■ **Problem**
The answer must be every line of the records below that contains the word "Sino".

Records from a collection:
-=-=-

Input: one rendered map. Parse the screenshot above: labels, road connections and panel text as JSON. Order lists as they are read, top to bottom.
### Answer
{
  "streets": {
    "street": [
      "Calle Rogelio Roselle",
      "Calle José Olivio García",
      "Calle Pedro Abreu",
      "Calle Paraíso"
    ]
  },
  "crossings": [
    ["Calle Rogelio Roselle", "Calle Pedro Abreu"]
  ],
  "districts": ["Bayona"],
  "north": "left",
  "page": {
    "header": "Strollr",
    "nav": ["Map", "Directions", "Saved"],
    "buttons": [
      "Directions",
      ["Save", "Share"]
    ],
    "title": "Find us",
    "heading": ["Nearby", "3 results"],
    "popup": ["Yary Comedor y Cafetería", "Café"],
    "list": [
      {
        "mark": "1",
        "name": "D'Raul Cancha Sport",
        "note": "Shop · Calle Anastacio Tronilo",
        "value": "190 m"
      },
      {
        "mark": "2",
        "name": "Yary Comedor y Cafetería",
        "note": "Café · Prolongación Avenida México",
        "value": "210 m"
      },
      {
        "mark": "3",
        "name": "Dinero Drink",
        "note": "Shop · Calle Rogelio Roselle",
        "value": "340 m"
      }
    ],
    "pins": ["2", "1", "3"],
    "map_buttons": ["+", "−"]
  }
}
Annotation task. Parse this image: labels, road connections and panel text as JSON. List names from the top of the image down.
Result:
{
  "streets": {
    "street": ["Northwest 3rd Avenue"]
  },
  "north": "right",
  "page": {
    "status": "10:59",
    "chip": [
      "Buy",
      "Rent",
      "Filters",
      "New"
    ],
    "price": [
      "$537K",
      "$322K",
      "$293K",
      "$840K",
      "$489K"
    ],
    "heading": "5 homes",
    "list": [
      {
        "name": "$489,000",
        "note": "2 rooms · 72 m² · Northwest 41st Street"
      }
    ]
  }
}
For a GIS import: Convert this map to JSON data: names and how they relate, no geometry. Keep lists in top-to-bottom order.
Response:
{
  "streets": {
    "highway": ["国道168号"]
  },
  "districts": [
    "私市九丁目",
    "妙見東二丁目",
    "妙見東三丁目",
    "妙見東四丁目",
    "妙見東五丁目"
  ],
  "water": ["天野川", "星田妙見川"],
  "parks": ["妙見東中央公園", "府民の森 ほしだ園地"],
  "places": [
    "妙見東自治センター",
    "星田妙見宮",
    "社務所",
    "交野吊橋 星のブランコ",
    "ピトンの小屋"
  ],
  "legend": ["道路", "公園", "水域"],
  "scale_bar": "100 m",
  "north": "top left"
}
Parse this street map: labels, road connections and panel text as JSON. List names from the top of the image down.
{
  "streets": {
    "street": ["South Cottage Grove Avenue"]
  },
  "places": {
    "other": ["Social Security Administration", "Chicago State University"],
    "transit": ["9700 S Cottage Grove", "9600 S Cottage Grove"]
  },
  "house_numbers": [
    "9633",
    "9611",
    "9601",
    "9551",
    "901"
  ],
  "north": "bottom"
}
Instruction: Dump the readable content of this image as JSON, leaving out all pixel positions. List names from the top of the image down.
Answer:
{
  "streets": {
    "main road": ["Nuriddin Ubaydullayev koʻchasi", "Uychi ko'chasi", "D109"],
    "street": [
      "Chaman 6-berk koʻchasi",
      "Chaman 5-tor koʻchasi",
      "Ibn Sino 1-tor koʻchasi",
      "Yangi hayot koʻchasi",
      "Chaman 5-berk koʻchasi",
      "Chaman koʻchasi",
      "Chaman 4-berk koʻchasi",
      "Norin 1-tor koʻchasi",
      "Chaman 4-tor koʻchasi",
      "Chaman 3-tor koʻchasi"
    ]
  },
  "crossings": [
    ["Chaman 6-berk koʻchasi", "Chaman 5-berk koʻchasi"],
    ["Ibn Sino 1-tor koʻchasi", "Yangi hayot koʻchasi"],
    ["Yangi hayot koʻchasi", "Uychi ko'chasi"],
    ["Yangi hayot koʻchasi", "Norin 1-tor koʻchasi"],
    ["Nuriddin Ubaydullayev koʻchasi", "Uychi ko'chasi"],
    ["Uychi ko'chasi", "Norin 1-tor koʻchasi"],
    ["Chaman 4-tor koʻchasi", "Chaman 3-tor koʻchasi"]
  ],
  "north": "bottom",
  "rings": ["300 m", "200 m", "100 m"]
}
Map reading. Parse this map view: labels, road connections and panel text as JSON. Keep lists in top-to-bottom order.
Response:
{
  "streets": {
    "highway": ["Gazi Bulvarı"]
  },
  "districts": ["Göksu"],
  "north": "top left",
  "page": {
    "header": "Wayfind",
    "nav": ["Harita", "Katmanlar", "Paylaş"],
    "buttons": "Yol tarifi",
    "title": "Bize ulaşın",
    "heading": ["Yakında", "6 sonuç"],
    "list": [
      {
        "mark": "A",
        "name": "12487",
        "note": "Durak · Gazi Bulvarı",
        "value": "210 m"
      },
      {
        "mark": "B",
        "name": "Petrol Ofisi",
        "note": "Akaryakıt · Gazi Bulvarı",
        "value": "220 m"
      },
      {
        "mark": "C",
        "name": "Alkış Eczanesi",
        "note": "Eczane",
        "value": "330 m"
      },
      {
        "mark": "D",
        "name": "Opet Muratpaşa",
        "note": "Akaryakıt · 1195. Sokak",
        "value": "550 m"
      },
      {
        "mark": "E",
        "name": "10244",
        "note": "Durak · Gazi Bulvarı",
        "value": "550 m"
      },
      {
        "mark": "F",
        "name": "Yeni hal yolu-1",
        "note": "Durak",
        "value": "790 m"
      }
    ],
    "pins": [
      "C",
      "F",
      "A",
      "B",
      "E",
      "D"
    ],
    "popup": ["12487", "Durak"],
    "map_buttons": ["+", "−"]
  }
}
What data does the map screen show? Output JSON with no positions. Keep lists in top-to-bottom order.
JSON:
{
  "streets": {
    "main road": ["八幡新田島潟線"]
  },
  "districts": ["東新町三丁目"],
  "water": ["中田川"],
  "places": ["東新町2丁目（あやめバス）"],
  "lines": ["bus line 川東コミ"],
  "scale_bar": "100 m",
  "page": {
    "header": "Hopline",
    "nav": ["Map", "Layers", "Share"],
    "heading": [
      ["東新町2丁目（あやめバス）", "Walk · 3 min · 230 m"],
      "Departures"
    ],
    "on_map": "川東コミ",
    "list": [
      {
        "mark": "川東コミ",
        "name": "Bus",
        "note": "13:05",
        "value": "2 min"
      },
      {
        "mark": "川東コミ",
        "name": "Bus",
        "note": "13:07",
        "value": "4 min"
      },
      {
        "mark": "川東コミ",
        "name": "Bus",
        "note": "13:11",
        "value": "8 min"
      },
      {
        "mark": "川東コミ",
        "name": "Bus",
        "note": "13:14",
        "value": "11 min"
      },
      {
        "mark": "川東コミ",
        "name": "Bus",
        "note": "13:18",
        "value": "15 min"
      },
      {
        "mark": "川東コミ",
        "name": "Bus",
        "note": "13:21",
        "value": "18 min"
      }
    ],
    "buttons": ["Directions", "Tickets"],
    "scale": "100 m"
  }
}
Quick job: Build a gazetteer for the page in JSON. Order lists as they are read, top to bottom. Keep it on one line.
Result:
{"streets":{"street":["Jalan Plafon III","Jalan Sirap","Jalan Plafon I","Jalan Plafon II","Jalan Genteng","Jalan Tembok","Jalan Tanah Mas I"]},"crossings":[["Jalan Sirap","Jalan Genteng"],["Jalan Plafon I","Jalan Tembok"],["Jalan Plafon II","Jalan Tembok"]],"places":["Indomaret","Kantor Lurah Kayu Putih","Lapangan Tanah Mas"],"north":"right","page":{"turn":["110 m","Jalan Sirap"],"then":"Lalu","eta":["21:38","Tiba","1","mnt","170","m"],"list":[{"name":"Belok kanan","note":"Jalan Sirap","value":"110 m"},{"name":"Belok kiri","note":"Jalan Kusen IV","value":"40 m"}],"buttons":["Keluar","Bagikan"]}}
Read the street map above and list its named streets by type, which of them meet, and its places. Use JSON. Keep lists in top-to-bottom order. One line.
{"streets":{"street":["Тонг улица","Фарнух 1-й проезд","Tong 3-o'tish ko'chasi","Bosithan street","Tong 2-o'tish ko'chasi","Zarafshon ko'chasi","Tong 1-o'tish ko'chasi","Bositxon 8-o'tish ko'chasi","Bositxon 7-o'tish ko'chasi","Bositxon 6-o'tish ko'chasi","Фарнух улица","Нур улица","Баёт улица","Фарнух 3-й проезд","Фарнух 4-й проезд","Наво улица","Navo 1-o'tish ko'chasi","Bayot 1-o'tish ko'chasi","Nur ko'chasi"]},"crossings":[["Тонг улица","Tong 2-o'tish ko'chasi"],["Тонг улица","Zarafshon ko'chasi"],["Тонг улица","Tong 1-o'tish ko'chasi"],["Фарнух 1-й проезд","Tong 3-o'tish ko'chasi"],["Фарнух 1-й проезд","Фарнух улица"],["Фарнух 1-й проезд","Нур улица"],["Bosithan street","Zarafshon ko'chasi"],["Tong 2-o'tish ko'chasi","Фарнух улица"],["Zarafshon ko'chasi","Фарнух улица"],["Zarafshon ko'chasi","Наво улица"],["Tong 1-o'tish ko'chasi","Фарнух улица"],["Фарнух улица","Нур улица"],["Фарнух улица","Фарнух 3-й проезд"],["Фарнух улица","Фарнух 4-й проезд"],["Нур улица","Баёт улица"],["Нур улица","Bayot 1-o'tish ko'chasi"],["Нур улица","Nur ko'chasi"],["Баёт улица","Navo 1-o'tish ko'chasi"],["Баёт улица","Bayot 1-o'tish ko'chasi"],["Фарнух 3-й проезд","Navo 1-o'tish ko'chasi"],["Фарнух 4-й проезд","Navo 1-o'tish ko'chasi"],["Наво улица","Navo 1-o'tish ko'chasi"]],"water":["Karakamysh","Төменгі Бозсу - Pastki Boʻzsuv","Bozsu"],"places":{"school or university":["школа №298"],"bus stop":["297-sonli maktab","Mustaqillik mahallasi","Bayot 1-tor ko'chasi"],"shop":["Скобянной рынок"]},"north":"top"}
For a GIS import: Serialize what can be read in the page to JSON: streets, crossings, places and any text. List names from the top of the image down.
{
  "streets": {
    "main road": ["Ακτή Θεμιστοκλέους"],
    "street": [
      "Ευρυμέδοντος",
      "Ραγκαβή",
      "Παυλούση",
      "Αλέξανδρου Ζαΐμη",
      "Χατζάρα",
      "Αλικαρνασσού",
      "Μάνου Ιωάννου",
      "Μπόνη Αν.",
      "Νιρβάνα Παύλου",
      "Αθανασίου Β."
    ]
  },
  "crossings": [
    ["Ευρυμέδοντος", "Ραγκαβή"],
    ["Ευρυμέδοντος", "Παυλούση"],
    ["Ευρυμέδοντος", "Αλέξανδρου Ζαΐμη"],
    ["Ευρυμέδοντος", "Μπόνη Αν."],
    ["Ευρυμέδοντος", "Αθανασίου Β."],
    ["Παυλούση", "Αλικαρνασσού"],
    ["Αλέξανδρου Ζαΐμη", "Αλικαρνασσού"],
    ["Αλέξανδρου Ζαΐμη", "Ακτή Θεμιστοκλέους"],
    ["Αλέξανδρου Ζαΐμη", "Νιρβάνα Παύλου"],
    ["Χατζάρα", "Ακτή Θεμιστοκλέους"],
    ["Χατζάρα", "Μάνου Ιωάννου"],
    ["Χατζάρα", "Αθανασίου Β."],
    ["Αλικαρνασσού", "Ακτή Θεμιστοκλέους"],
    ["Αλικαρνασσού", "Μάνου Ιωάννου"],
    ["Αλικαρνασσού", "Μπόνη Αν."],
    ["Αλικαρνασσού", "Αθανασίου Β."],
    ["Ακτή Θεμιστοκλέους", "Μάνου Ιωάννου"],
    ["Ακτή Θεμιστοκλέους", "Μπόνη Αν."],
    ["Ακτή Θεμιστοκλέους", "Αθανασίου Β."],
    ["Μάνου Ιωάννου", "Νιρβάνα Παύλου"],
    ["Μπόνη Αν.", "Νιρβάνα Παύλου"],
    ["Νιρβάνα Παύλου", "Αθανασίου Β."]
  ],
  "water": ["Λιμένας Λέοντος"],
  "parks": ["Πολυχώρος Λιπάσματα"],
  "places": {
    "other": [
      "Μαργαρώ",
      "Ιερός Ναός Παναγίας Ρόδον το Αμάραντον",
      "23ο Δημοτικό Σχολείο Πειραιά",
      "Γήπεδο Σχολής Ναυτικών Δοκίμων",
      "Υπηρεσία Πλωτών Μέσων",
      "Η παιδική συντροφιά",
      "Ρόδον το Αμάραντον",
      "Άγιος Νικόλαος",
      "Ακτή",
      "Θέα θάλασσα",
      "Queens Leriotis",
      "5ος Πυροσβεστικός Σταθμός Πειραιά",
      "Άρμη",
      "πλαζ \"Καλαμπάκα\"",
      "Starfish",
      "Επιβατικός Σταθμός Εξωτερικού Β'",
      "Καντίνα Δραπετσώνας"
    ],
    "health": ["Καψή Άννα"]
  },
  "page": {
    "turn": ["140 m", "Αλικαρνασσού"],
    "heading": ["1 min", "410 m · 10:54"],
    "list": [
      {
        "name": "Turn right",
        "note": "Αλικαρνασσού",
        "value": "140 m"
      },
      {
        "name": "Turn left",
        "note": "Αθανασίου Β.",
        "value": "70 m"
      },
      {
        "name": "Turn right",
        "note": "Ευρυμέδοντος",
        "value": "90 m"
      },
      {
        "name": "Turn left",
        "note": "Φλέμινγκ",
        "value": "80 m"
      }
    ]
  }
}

-=-=-

■ **Exercise output**
      "Ibn Sino 1-tor koʻchasi",
    ["Ibn Sino 1-tor koʻchasi", "Yangi hayot koʻchasi"],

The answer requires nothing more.